Mumbai: Murdering Jews Was Terrorists’ Ideal
News
December 12, 2008

 


The multiple massacres perpetrated in Mumbai by jihadist terrorists that resulted in the killing of at least 188 people, including at least 31 foreign nationals, and the wounding and maiming of 293 more, were significant not only for their absolute horror and barbarity. There was also something else of terrible significance: although the jihadists targeted non-Muslims in general, it is quite clear that they made a special effort to locate, torture and murder Jews simply because they were Jews.


 


The terrorists deviated from their otherwise consistent pattern of assault on mass-casualty public venues like hotels and railway stations in order to locate a small Jewish institution, a Chabad House, where they tortured and murdered Rabbi Holtzberg, his pregnant wife and other Jews who were there at the time. One of the examining doctors later stated that, “Of all the bodies, the Israeli victims bore the maximum torture marks.”


 


Terrorists are ultimately responsible for their deeds, but there is also a secondary responsibility for the terrorism committed in Mumbai.
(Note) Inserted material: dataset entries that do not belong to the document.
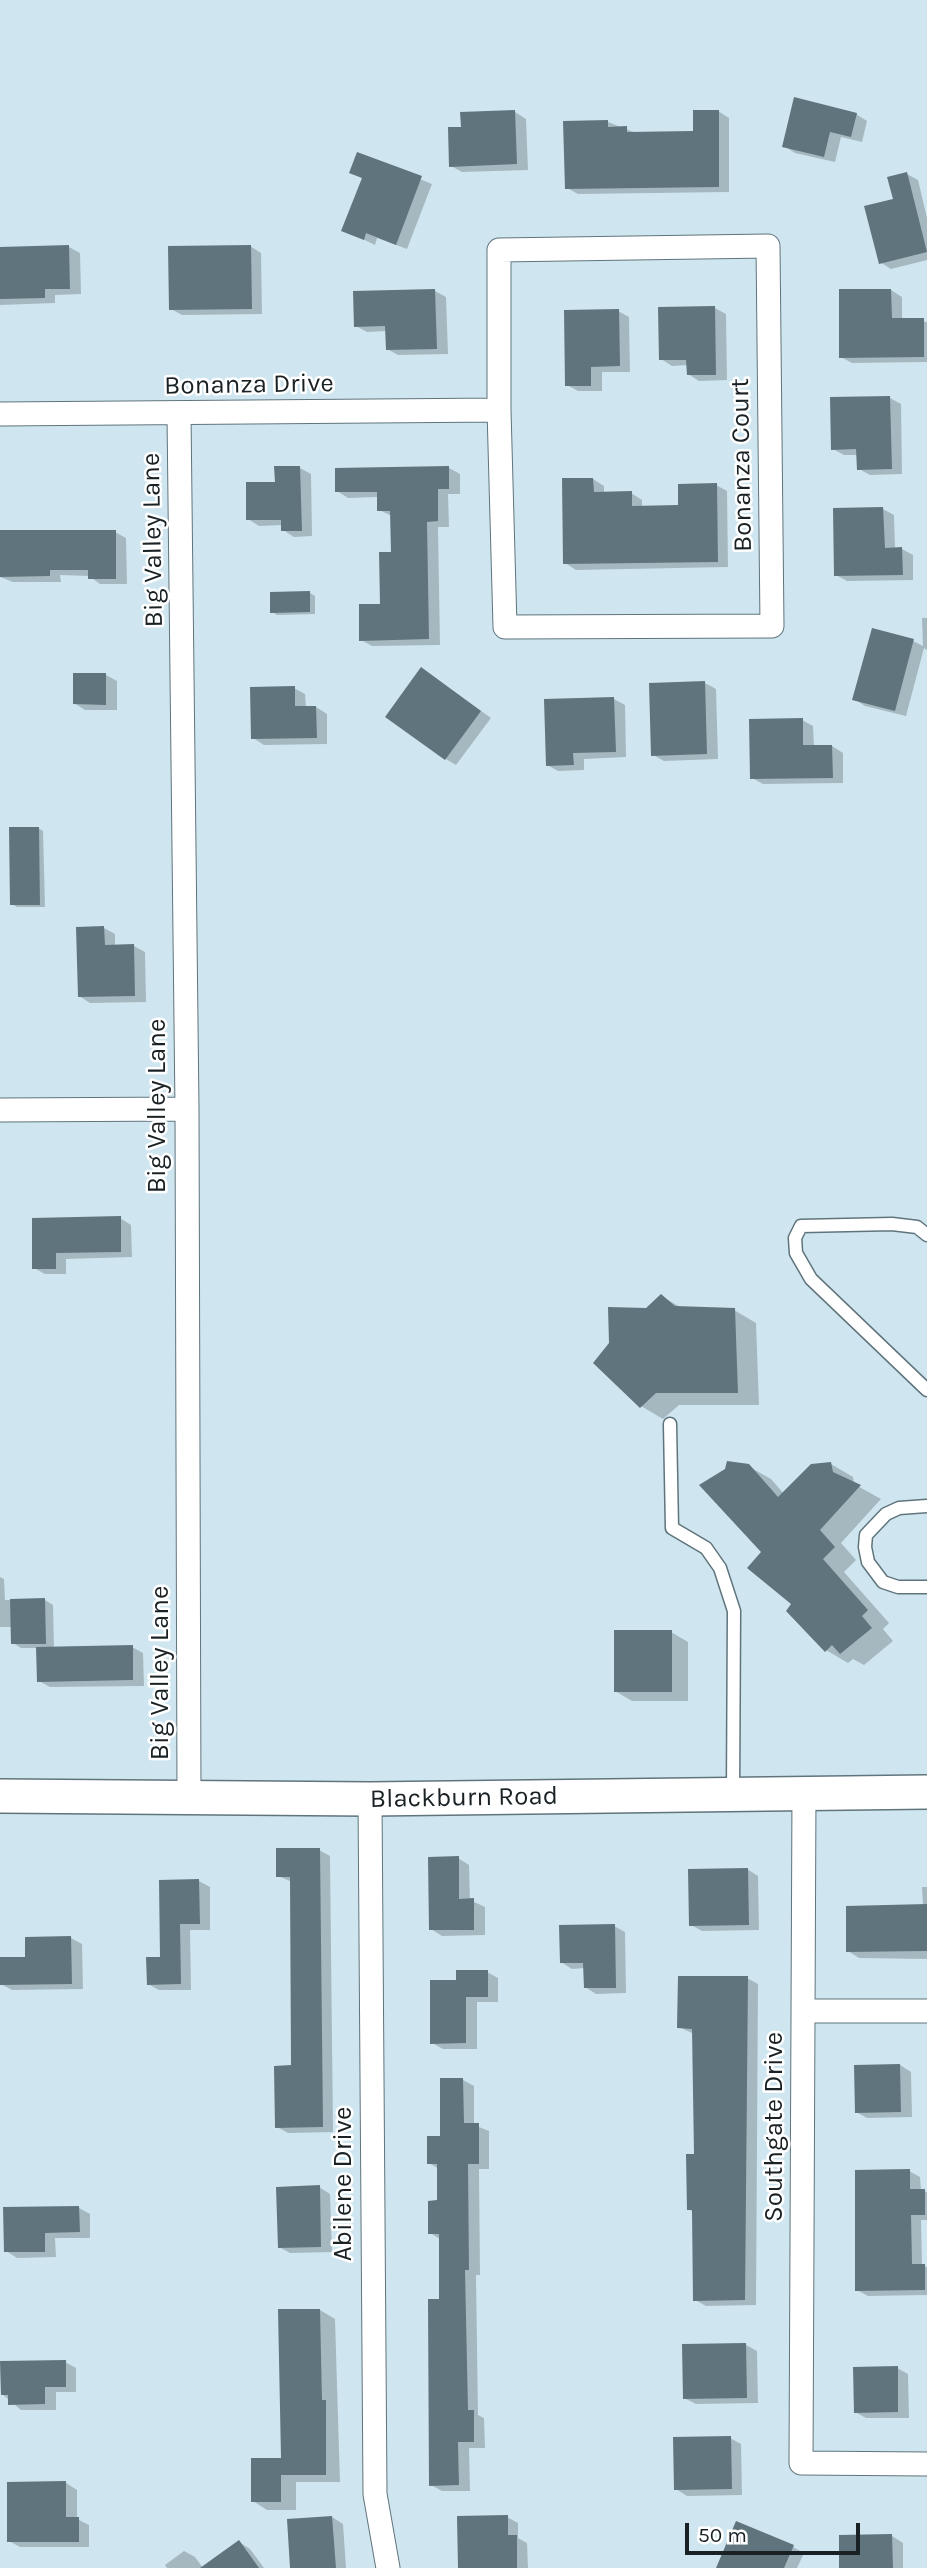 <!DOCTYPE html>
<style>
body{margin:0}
#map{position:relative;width:927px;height:2568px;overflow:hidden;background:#cfe6f0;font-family:Karla,sans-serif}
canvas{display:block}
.scale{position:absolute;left:685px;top:2523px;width:175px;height:32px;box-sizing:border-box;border:4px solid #192125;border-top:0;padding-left:9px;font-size:21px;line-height:24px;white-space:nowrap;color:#192125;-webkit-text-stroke:5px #fff;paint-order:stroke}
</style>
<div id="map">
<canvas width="927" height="2568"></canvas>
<div class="scale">50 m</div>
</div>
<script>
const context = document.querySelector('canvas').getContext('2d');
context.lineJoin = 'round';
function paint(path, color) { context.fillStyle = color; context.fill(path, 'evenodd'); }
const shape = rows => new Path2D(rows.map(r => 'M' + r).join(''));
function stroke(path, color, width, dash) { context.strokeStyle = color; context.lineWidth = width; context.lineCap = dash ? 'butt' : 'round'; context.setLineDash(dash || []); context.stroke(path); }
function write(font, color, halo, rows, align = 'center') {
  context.font = font + ' Karla,sans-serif'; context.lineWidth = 5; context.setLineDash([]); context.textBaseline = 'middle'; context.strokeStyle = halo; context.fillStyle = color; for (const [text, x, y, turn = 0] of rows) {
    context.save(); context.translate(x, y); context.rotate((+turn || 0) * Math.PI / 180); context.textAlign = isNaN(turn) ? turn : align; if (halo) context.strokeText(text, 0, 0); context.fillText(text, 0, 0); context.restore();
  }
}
const shadow = shape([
 [718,111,729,118,729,192,578,194,567,188,608,122,636,133,695,132],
 [515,112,526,119,528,170,462,172,451,166,462,129],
 [856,114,867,121,862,142,841,137,835,162,795,153,784,146],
 [358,154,432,184,407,249,377,238,375,245,344,230,363,179,351,172],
 [907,174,918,180,927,218,927,260,891,269,880,262,895,200],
 [250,246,261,253,262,314,182,315,171,309],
 [69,247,80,253,81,294,55,295,55,303,0,305,0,249],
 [891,290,902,297,902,320,927,322,927,362,852,363,841,357],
 [435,291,446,297,448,354,398,355,387,349,387,331,367,332,356,326],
 [715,308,726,314,727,380,699,381,688,374,688,365,672,366,661,359],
 [618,311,629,317,630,372,602,372,602,391,578,391,567,385],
 [890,398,901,404,902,474,870,475,859,469,858,455,844,455,833,449],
 [300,468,311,474,312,536,294,537,283,530,283,525,259,526,248,519,276,483],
 [449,468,460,474,460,494,448,494,449,527,438,527,440,645,372,646,361,640,382,606,392,553,392,516,379,510,378,497,348,498,337,491],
 [593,479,604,486,604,494,631,493,642,500,642,507,680,507,716,485,727,491,728,567,576,570,565,563],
 [883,509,894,515,895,549,902,549,913,555,913,580,847,581,836,575],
 [115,532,126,538,127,584,100,584,89,576,60,575,61,582,13,582,0,577,0,546],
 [310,593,315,596,315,614,277,615,272,612],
 [922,618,927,618,927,650,924,648,906,716,865,706,854,699,913,641,923,646],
 [422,669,491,718,456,765,446,759],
 [106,675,117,681,117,710,85,710,74,703],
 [705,683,716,689,718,759,664,761,653,755],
 [294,688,305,694,306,708,316,707,327,714,327,744,264,745,253,738],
 [614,699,625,705,626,757,584,759,584,770,558,771,547,765],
 [802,720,813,726,814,747,832,746,843,753,843,783,763,784,752,778],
 [38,828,43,831,45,907,17,907,12,904],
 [104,928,115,934,115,946,134,946,145,952,146,1002,90,1003,79,996],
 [120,1218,131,1225,132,1257,66,1259,66,1274,45,1274,34,1268,33,1220],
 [661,1296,682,1308,734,1310,756,1323,759,1405,679,1405,663,1419,641,1406,646,1310],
 [831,1464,853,1477,854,1484,881,1499,841,1543,856,1560,844,1572,889,1623,883,1629,893,1641,864,1665,853,1659,848,1663,826,1650,793,1604,763,1552,748,1466,771,1479,784,1494],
 [0,1577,4,1579,5,1600,45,1600,53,1605,54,1648,132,1647,143,1653,144,1686,50,1687,39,1681,38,1648,21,1648,13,1643,12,1627,0,1627],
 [671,1632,688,1642,688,1701,632,1701,615,1691],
 [319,1850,330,1856,333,2132,288,2133,277,2127,293,2067,292,1882,278,1876],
 [458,1858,469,1865,470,1900,485,1907,485,1935,442,1936,431,1929],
 [747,1869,758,1876,759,1930,702,1931,691,1925],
 [199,1881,210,1887,210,1930,190,1930,191,1990,159,1990,148,1984],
 [922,1887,927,1887,927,1959,859,1958,848,1951,923,1906],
 [614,1926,625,1932,626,1993,596,1994,585,1987,585,1968,572,1969,561,1962],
 [71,1938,82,1944,83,1989,12,1990,1,1984,27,1958],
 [487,1972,498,1978,498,2002,477,2002,477,2049,443,2049,432,2043,458,1981],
 [747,1978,758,1984,756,2305,706,2306,695,2300,693,2212,689,2209,696,2155,694,2034,679,2027],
 [900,2065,911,2072,912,2117,867,2118,856,2112],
 [463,2080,474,2086,474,2125,489,2131,489,2169,479,2169,480,2275,476,2275,478,2415,484,2418,485,2448,469,2448,470,2491,442,2491,431,2485,441,2301,440,2239,430,2233,439,2202,439,2169,429,2163],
 [909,2171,920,2177,921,2191,927,2192,927,2220,921,2220,922,2266,927,2267,927,2295,868,2296,857,2290],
 [319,2187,330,2194,332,2252,290,2253,279,2247],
 [79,2208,90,2214,90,2238,55,2238,56,2257,17,2258,6,2251],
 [320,2310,335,2319,340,2482,296,2482,296,2510,267,2510,253,2501,282,2460,280,2311],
 [746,2345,757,2351,758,2403,696,2404,684,2398],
 [65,2362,76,2368,76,2392,56,2392,56,2410,21,2410,2,2394],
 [897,2368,908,2374,909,2418,866,2418,855,2412],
 [730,2438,741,2444,742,2495,687,2496,676,2489],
 [66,2483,77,2490,77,2519,89,2525,89,2547,20,2547,9,2541],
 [332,2517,343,2524,346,2568,292,2568],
 [507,2517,518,2523,518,2538,527,2543,528,2568,460,2568],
 [892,2536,903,2543,903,2568,841,2568],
 [239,2542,250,2549,264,2568,203,2568],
 [793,2547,804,2553,797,2568,718,2568],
 [184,2551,195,2557,203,2568,167,2568,165,2565]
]);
const building = shape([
 [794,97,857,113,851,137,830,132,824,157,782,147],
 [515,110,517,164,449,167,448,127,461,127,460,112],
 [693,110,719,110,719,187,565,189,563,121,608,120,608,127,627,126,627,132,693,131],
 [357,152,422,176,396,245,366,233,364,240,341,231,362,178,349,173],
 [907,172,927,252,879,264,864,206,893,199,887,177],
 [69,245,70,289,45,289,45,298,0,299,0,247],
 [251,245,252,309,169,310,168,246],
 [435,289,437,349,386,350,385,326,354,327,353,291],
 [839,289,891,289,892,318,924,318,924,357,839,358],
 [715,306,716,375,687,375,686,360,659,360,658,307],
 [619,309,620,366,591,367,591,386,565,386,564,310],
 [890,396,892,469,857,470,856,449,831,450,830,397],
 [274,466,300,466,302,531,281,531,281,520,246,520,246,482,275,482],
 [449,466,449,489,438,489,438,521,427,522,429,639,359,641,359,604,380,604,379,552,391,552,390,511,377,511,377,492,335,492,335,468],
 [562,478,593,478,594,492,632,491,632,506,678,505,678,484,717,483,718,562,563,564],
 [883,507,885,548,902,547,903,575,834,576,833,508],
 [0,530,116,530,116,579,88,579,88,570,50,570,50,576,0,577],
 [310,591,310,612,270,613,270,592],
 [872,628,914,639,895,711,852,700],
 [421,667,481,711,445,760,385,717],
 [73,673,106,673,106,705,73,704],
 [705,681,707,754,651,756,649,683],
 [295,686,295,706,316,706,317,738,251,739,250,687],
 [614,697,616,752,573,753,574,765,546,766,544,699],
 [803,718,803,745,832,745,833,778,750,779,749,719],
 [9,827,39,827,40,905,10,905],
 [104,926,105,945,134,944,135,996,78,997,76,927],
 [121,1216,121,1252,56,1253,56,1269,32,1269,32,1218],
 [661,1294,675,1306,735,1308,738,1393,656,1393,640,1408,593,1363,609,1343,608,1307,646,1308],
 [727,1461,749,1464,778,1497,811,1464,831,1462,833,1472,861,1485,820,1530,835,1547,823,1559,868,1610,862,1616,872,1628,840,1654,832,1645,825,1652,786,1611,791,1604,747,1568,761,1552,699,1485,725,1469],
 [45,1598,46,1644,11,1644,10,1599],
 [614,1630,672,1630,672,1692,614,1692],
 [133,1645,133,1680,37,1682,36,1647],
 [276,1848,320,1848,323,2127,275,2128,274,2066,291,2065,290,1877,276,1877],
 [459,1856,459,1899,474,1898,474,1930,429,1930,428,1857],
 [748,1868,749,1925,689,1926,688,1869],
 [199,1879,200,1924,180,1924,181,1984,147,1985,146,1957,160,1957,159,1880],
 [927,1904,927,1951,846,1952,846,1906],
 [615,1924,616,1988,584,1988,583,1963,560,1963,559,1925],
 [71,1936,72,1984,0,1985,0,1957,25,1957,25,1937],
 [456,1970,488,1970,488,1997,466,1997,466,2043,430,2044,430,1980,456,1980],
 [678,1976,748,1976,745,2300,693,2301,692,2210,687,2210,686,2154,694,2154,692,2029,677,2028],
 [900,2064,901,2112,855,2113,854,2065],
 [440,2078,463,2078,464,2123,479,2123,479,2164,468,2164,469,2270,465,2270,468,2410,474,2410,474,2442,458,2442,459,2485,429,2486,428,2299,439,2299,439,2234,428,2234,428,2201,437,2200,437,2164,427,2164,427,2136,440,2136],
 [910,2169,910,2189,925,2189,925,2215,911,2215,912,2264,925,2264,925,2290,855,2291,855,2170],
 [320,2185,321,2247,278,2248,276,2187],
 [79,2206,80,2232,45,2233,45,2252,4,2252,3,2207],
 [278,2309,320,2309,322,2400,326,2400,326,2475,281,2475,281,2502,251,2502,251,2458,281,2458],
 [746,2343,747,2398,683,2399,682,2344],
 [66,2360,66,2387,45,2387,45,2404,8,2405,8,2395,1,2395,0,2361],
 [898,2366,898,2412,854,2413,853,2367],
 [731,2436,732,2489,674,2490,673,2437],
 [66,2481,66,2517,79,2517,79,2542,7,2542,7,2482],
 [508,2515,508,2535,517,2535,517,2568,458,2568,457,2516],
 [332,2516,336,2568,290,2568,287,2519],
 [736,2521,794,2545,784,2568,716,2568],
 [892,2534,893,2568,839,2568,839,2535],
 [239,2540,259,2568,200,2568]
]);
const service = shape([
 [927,1235,917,1227,892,1224,801,1226,795,1238,796,1253,811,1279,927,1390],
 [670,1424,672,1528,706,1548,720,1568,734,1611,733,1793],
 [927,1506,899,1508,886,1514,866,1535,865,1547,868,1562,883,1582,898,1587,927,1587]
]);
const minor = shape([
 [768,246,772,626,505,627,499,410,499,250,768,246],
 [0,414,499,410],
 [179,414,187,1109,189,1799],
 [0,1110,187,1109],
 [804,1792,801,2463,927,2464],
 [370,1799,375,2494,388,2568],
 [803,2011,927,2011]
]);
const secondary = shape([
 [0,1796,370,1799,927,1792]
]);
const streetNames = [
 ["Bonanza Drive",249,385,-1],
 ["Bonanza Court",742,465,-91],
 ["Big Valley Lane",153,540,-91],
 ["Big Valley Lane",158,1106,-90],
 ["Big Valley Lane",161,1673,-90],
 ["Blackburn Road",464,1798,-1],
 ["Southgate Drive",775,2127,-90],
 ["Abilene Drive",344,2184,-90]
];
paint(shadow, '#0003');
paint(building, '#5f747c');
stroke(service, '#60747c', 15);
stroke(minor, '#60747c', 25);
stroke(secondary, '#60747c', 36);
stroke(service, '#fff', 12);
stroke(minor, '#fff', 23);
stroke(secondary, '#fff', 33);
write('26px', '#192125', '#fff', streetNames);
</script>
It is to be found in the organs of the United Nations, the Organization of the Islamic Conference, the League of Arab States and other international bodies that tolerate, promote, disseminate and institutionalize demonization of Jews and Israel.


 


If multinational (especially Arab and Muslim) organizations devote the lion’s share of their time, personnel, committee work and resolutions to maligning Israel as something worthy of being dismantled, perpetuating and raising the volume of demonization, is it any wonder that Muslim and Arab extremists, raised on ideologies of hate, heed the reinforcement of this message?


 


Mumbai had nothing to do with global poverty, economic hardship, the absence of a Palestinian state or any of the other reasons that are routinely adduced to explain the barbarism of Islamist jihadists. In any case, to the extent that Palestinians come into the picture at all, it is not the absence a Palestinian state that galvanizes jihadists – it is the presence of a Jewish state, embodying a demonized people.


 


Under interrogation, the only captured terrorist, Ajmal Kamal, confessed that he and the other Islamist terrorists were specifically ordered to target the Jews they murdered. We also know that Hafiz Muhammad Saeed, the leader of Lashkar-e-Taiba, the terror network that dispatched the Mumbai terrorists, has the following view of Islamist priorities: “At this time our contest is Kashmir. Let’s see when the time comes. Our struggle with the Jews is always there.”


 


Accordingly, the foolish and irresponsible claims made by people like Deepak Chopra on Larry King Live that these acts are the “collateral damage” from the U.S.-led war on Islamism, or by Newsweek‘s Fareed Zakaria that they are due to economic inequalities that Muslims may experience in India, are simply examples of an inexcusable evasion of the poisonous Islamist ideology that the terrorists themselves offer as their motivation.


 


Equally appalling were the efforts of much of the international media attempted to escape into euphemisms about the Islamist terrorists – like the Al Jazeera, which called them “gunmen,” and CNN and the New York Times, who continue to call them “militants” – as if these terms told us who the perpetrators were or why they acted. These media outlets failed in their duty to properly identify these killers for who they were – jihadist terrorists. Instead, it camouflaged their identities and purposes.


 


It is also appalling that the New York Times‘ Fernanda Santos sought to erase the anti-Semitic motivation and nature of the attack on Mumbai Chabad House by declaring at one point that Mumbai Chabad House was an “unlikely target” which may have been an “accidental hostage scene.” The same applies to the BBC, which simply called it an “office building.” These were apparent efforts to disguise the Islamist identity of the perpetrators and their anti-Semitic ideology.


 


There is a terrible history behind this type of evasion. The New York Times, in fact, was one of those organs in the 1930s that systematically ignored the anti-Semitic component of Nazism and did its best to avoid reporting on Nazi anti-Semitic measures and atrocities. The refusal to see anti-Semitism as a key motivating force of movements like Nazism and Islamism is part of the failure of perception that permitted both to grow unchecked. Such failure allows us to mistakenly view them as movements whose energies can be adroitly channeled into seeking reasonable, legitimate goals. Mumbai should be a warning that this is not the case.


 


Morton A. Klein is National President of the Zionist Organization of America (ZOA) and Dr. Daniel Mandel is the Director of the ZOA’s Center for Middle East Policy.